Mac confessou que conheceu Elaine quando trabalhava como promotor de vendas de uma loja de cosméticos no Studio 5. Segundo ele, Elaine ofereceu a ele R$ 7 mil para assassinar Denise ou deixá-la aleijada. Ele disse ter chamado Salsicha e oferecido R$ 3,5 mil a ele, que topou fazer o “serviço”. O atirador procurou Karen dizendo que precisava de uma arma, e ela conseguiu o revólver com Itaituba. Ela recebeu R$ 200 por isso.


Trio foi contratado por R$ 7 mil para matar Denise

Elaine forneceu a fotografia da vítima aos executores, assim como os locais – academia, salão de beleza e faculdade – e os endereços onde Denise poderia ser encontrada. Salsicha escolheu a academia para executar a vítima, porém não conseguiu alcançar o objetivo. “Só dei três tiros nela porque eu não queria matá-la” revelou durante sua apresentação à imprensa na sede da DEHS.

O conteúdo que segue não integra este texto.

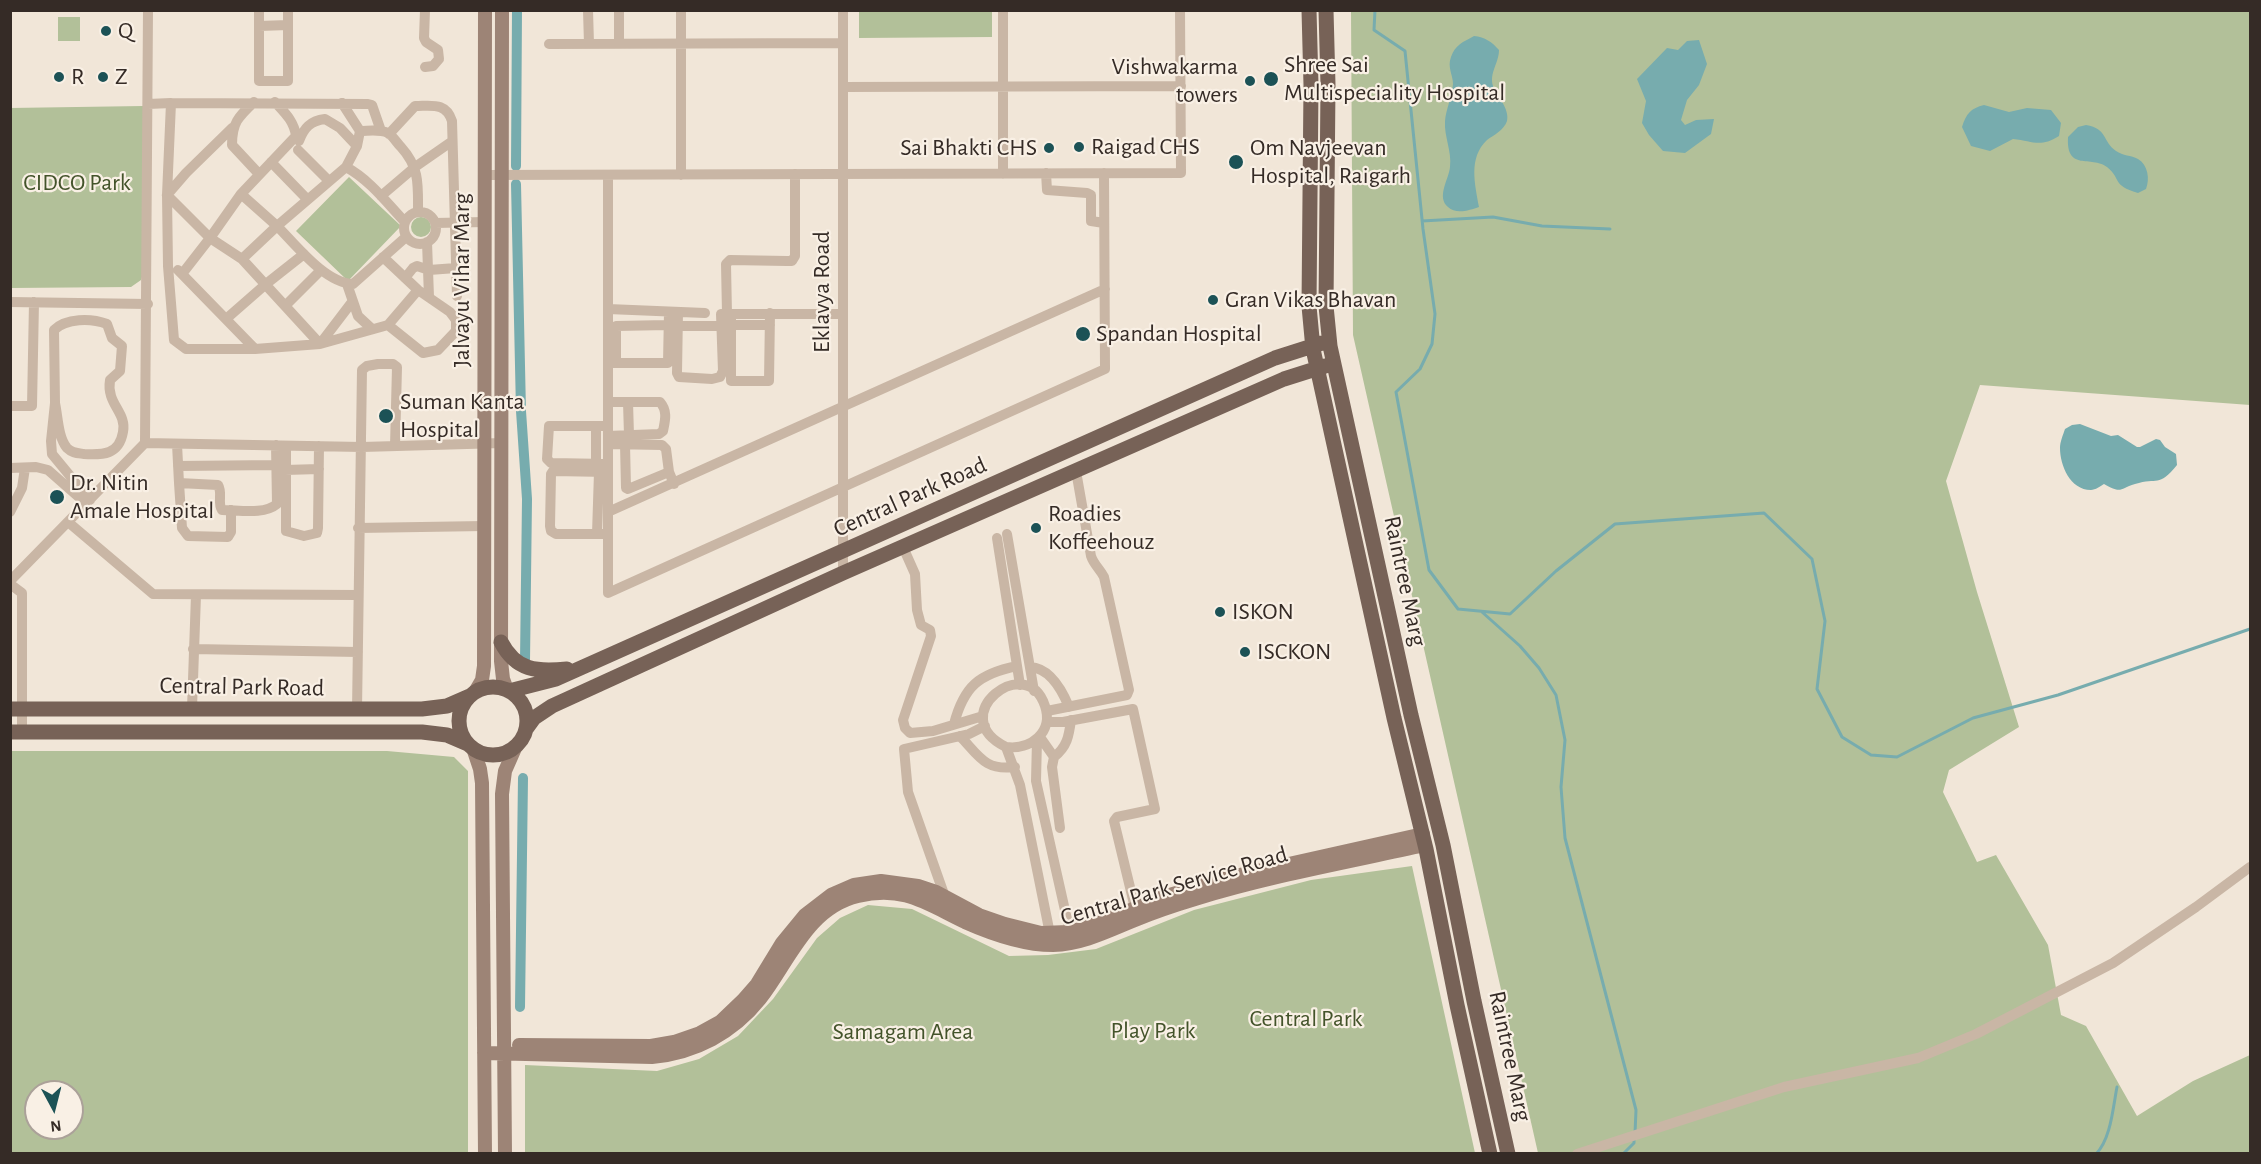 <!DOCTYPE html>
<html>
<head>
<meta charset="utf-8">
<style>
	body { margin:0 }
	#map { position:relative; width:2261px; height:1164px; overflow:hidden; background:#f1e6d8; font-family:"Alegreya Sans",sans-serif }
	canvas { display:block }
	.frame { position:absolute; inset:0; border:12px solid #352b26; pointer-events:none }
	.north { position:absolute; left:24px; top:1080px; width:60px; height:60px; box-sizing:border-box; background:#f9f0e5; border:2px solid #aba199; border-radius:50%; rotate:173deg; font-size:16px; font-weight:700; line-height:24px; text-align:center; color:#352b26 }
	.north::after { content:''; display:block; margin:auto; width:21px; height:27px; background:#1c5256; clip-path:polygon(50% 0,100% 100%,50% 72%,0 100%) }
</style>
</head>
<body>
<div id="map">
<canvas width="2261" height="1164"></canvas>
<div class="frame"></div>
<div class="north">N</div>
</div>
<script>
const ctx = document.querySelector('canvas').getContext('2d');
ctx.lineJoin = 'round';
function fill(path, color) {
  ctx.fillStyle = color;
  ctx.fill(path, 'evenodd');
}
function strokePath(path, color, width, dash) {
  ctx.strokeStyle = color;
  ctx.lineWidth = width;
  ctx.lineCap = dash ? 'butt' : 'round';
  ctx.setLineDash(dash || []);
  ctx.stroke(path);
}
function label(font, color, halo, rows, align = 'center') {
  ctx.font = font + ' "Alegreya Sans",sans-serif';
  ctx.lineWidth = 4.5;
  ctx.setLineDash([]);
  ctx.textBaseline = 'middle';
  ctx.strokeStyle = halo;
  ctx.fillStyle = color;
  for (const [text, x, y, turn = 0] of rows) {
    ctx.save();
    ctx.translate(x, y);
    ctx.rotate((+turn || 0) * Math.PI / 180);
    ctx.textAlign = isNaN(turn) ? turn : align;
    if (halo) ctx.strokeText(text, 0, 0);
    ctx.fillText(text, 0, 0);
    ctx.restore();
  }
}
fill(new Path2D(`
	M859 11H992V37L859 38Z
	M1351 11H2250V405L1980 385 1946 481 1977 592 2019 727 1949 770 1943 792 1977 862 1996 855 2048 945 2061 1015 2086 1026 2137 1116 2193 1081 2250 1055V1153H1538L1353 335Z
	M58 17H80V41H58Z
	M143 106 144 270 141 280 131 287 11 288 10 108Z
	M349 177 401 226 348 281 296 231Z
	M411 227a10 10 0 1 1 20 0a10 10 0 1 1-20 0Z
	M11 751H387L454 757 468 771V1153H11ZM36 1092H72V1128H36Z
	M1412 866 1475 1153H525V1065L657 1071 699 1059 738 1036 773 999 817 938 840 918 868 905 912 909 1009 956 1048 955 1096 949 1194 910 1311 880Z`), '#b2c099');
fill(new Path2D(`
	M1474 36C1485 37 1492 42 1499 50 1499 63 1489 73 1493 86 1497 96 1510 109 1507 121 1504 130 1494 135 1487 140 1468 158 1475 184 1479 207 1470 210 1456 215 1448 207 1436 197 1449 179 1450 167 1452 151 1444 137 1445 121 1446 109 1452 97 1453 84 1453 75 1447 67 1451 57 1455 45 1463 42 1474 36Z
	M1699 40 1707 64 1699 85 1687 100 1681 120 1685 125 1696 120 1714 119 1711 134 1685 153 1663 151 1649 135 1642 123 1646 101 1637 79 1667 48 1678 50 1687 41Z
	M1984 105 2009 112 2027 108 2051 110 2061 123 2059 136C2040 148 2033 141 2013 139L1990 151 1971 146 1962 127C1966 114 1971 108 1984 105Z
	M2086 125C2108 129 2102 141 2116 151 2123 156 2131 155 2138 159 2148 165 2150 179 2146 189L2138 193C2111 185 2122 179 2107 167 2091 155 2066 172 2068 137L2078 127Z
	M2080 424 2111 436 2118 435 2137 447H2140L2156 439 2160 440 2165 447 2176 454 2177 465C2158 488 2158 477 2135 484 2119 489 2122 494 2104 484 2101 486 2095 490 2091 490 2070 490 2060 465 2060 448 2060 442 2063 435 2065 429L2072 425Z`), '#77acae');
strokePath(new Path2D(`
	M1375 10 1374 30 1405 51 1423 229 1435 314 1432 344 1420 369 1396 392 1429 570 1458 609 1510 614 1556 571 1615 524 1764 513 1812 559 1825 621 1817 689 1842 737 1871 755 1897 757 1973 718 2058 695 2250 629
	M516 184V166
	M1422 221 1493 217 1542 226 1610 229
	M1482 612 1520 646 1539 668 1556 695 1565 740 1561 787 1565 838 1636 1110 1635 1133
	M1623 1154 1634 1143V1139
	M2096 1154C2111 1139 2113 1107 2117 1087`), '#77acae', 3);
strokePath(new Path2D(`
	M516 166 517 10
	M516 184 521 411 527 499 525 661
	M520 1007 523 778`), '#77acae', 10);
strokePath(new Path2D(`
	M259 10V81H288V10
	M425 10 424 38 426 42 438 50 439 59 433 66 425 67
	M588 10 589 44
	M619 10V43
	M681 10V175
	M843 10V573
	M1003 10V174
	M259 26 288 25
	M549 44 843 43
	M843 87 1181 86
	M254 102C238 117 232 123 232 145L259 174
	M275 102C285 113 294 121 296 136L241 194 210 238 242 259 320 344 352 302
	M342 103 360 131 357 146 346 167
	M148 104 171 103
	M360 131C369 131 380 129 388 133 393 136 397 143 401 147 420 168 418 185 418 212
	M381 131 372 105 368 104 171 103 167 195 168 266 174 340 186 349H255L320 344 388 325 423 353 438 350 456 331V320L450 312 418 290 383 257
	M389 134 415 106C432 106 446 102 452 121L457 296
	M299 141C304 128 310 121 325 119L340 128 357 146
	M298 150 329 181
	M271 162 307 199
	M1046 173 1047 190 1087 193 1091 195V221L1104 223
	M485 175 1181 173 1180 10
	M608 175V593L1105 369 1104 173
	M241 194 277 226 242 259
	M381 196 415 167 451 142
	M404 228a16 16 0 1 1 32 0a16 16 0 1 1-32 0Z
	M405 222C387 203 370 180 346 167L277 226C296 245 325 283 353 284L406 237
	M435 223 485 222
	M427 242 429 297
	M178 270 255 349
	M182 274 210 238 167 195 186 173 232 128
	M405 278 413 268 417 266 429 270 456 268
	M347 284 358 316 372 329
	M10 302 148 304
	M285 306 321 270
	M608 309 705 313
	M678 312 677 373 679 377 712 379 720 377 723 371 721 314
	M726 314H843
	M727 314 726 264 730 260 787 261H792L795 256V174
	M731 314V381H769L770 313
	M226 319 266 284 304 254
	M388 325 418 290
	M731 325H770
	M678 326H721
	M608 363H668L669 312
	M616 363V326L668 325
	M628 402 629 435
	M55 403C58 417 58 437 67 448 72 453 77 453 84 454 103 455 119 455 123 432 127 412 106 404 110 380L120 371 122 346 112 338 107 324C91 318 66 318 54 330L55 403 51 441 52 454 90 500
	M10 406H32L34 302
	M608 426H549L547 459 551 463 608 464
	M608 436 659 434 663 431C665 421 668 411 660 402H608
	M145 443 148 10
	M177 444 179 483 218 485C223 493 217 503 222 510 239 510 264 515 277 504L276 445
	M608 444 662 445 666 449 669 472 674 484
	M625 444 626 488 628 489 669 472
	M286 446V531L304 536 317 533 318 528 319 446
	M596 463V426
	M178 466 277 465
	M10 468 36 467 48 470 81 499
	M285 470 319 469
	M179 483 182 528 188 536 228 537 231 532V510
	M10 512 22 488 25 468
	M608 512 1105 289
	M68 522 153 594 358 595
	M358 528 484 526
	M597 534 599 472
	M608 534H556L551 531 550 526 551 474 553 471 608 472
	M1007 534 1034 691
	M997 538 1020 685
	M903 547 915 574 917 610 921 625 930 630 931 636 903 720 905 728 910 733 933 731 983 716
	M10 581 145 443 362 447 502 443
	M10 584 22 593V732
	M193 649 358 652
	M1030 667C1050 668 1062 690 1069 707
	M192 708 196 595
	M357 710 362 370 367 366 378 364H393L397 367 395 446
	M1047 711 1127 695 1129 690 1104 577C1100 569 1094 565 1091 556L1076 471
	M1047 722H1063L1133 709 1155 809 1117 817 1114 821 1135 908
	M954 724C964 686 979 674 1017 666
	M960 736C979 756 985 771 1015 767
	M1040 737 1054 757 1052 767 1060 828
	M1037 740 1036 781 1071 937
	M1006 747C1030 750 1054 733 1045 706 1027 650 943 716 1006 747L1020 785 1051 939
	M1054 757C1067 747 1069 736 1071 720
	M945 897 908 792 904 749 969 734 985 726
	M1577 1154 1784 1087 1918 1058 1976 1034 2113 963 2196 907 2250 867`), '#c9b6a5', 10);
strokePath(new Path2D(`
	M502 10 501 661 503 679 507 690
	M475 692 482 680 484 666 485 10
	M473 748 480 769 482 783 485 1154
	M519 1045 651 1046 674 1042 700 1033 720 1022 743 1000 757 984 782 943 805 915 831 895 854 885 881 881 918 886 936 892 979 915 1005 924 1041 933 1069 932 1093 925 1163 897 1226 878 1423 834
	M484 1053 652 1057C695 1053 733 1033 760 999 789 962 807 908 858 896 904 885 927 904 965 922 992 934 1024 945 1053 945 1083 944 1108 931 1135 920 1154 912 1175 905 1195 899 1270 876 1348 862 1425 845
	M505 1154 502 794 505 771 516 746`), '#9d8476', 14);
strokePath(new Path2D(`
	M1309 10 1311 85 1309 306 1313 349 1394 718 1426 849 1457 1005 1490 1154
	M1326 10 1328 85 1326 306 1330 346 1411 715 1443 845 1474 1001 1508 1154
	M501 642C516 671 537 672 567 669
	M459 721a34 34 0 1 1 68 0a34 34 0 1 1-68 0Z
	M509 691 556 679 1275 358 1322 343
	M10 709H422L447 706 470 696
	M526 729 534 718 552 706 843 573 1284 379 1325 366
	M10 732H422L447 735 468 744`), '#776257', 15);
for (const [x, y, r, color] of [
	[106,31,6,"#1c5256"],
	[59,77,6,"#1c5256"],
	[103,77,6,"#1c5256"],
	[1271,79,8,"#1c5256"],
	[1250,81,6,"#1c5256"],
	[1079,147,6,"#1c5256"],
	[1049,148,6,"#1c5256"],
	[1236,162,8,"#1c5256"],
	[1213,300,6,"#1c5256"],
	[1083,334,8,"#1c5256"],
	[386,416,8,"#1c5256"],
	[57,497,8,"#1c5256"],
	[1036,528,6,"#1c5256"],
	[1220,612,6,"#1c5256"],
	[1245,652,6,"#1c5256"]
]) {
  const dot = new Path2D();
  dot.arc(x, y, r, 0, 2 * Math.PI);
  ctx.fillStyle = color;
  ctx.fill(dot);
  strokePath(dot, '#f9f0e5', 2);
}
label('24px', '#352b26', '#f9f0e5', [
	["Q",118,31],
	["Shree Sai",1284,65],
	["Multispeciality Hospital",1284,93],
	["Vishwakarma",1238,67,"right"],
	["towers",1238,95,"right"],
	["R",71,77],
	["Z",115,77],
	["Raigad CHS",1091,147],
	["Sai Bhakti CHS",1037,148,"right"],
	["Om Navjeevan",1250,148],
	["Hospital, Raigarh",1250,176],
	["Gran Vikas Bhavan",1225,300],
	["Spandan Hospital",1096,334],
	["Suman Kanta",400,402],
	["Hospital",400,430],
	["Dr. Nitin",70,483],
	["Amale Hospital",70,511],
	["Roadies",1048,514],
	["Koffeehouz",1048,542],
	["ISKON",1232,612],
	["ISCKON",1257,652]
], 'left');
label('24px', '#43532a', '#f9f0e5', [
	["CIDCO Park",77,183],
	["Central Park",1306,1019],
	["Play Park",1153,1031],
	["Samagam Area",903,1032]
]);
label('24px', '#352b26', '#f9f0e5', [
	["Jalvayu Vihar Marg",462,280,-90],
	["Eklavya Road",822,292,-90],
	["Central Park Road",910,497,-24],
	["Raintree Marg",1405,581,78],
	["Central Park Road",242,687,1],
	["Central Park Service Road",1174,886,-16],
	["Raintree Marg",1510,1056,78]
]);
</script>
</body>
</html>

O suspeito disse, ainda, que só aceitou fazer o serviço porque estava desempregado e queria fazer a festa de aniversário de um ano do filho, mas acabou não fazendo porque a mulher descobriu a origem do dinheiro e disse que não ia fazer festa para o filho com "dinheiro sujo". “Eu comprei uma árvore de Natal e gastei o resto comprando besteiras”, disse Salsicha. Ele foi preso na tarde de quarta-feira (17), no Município de Anori, a 234 quilômetros de Manaus.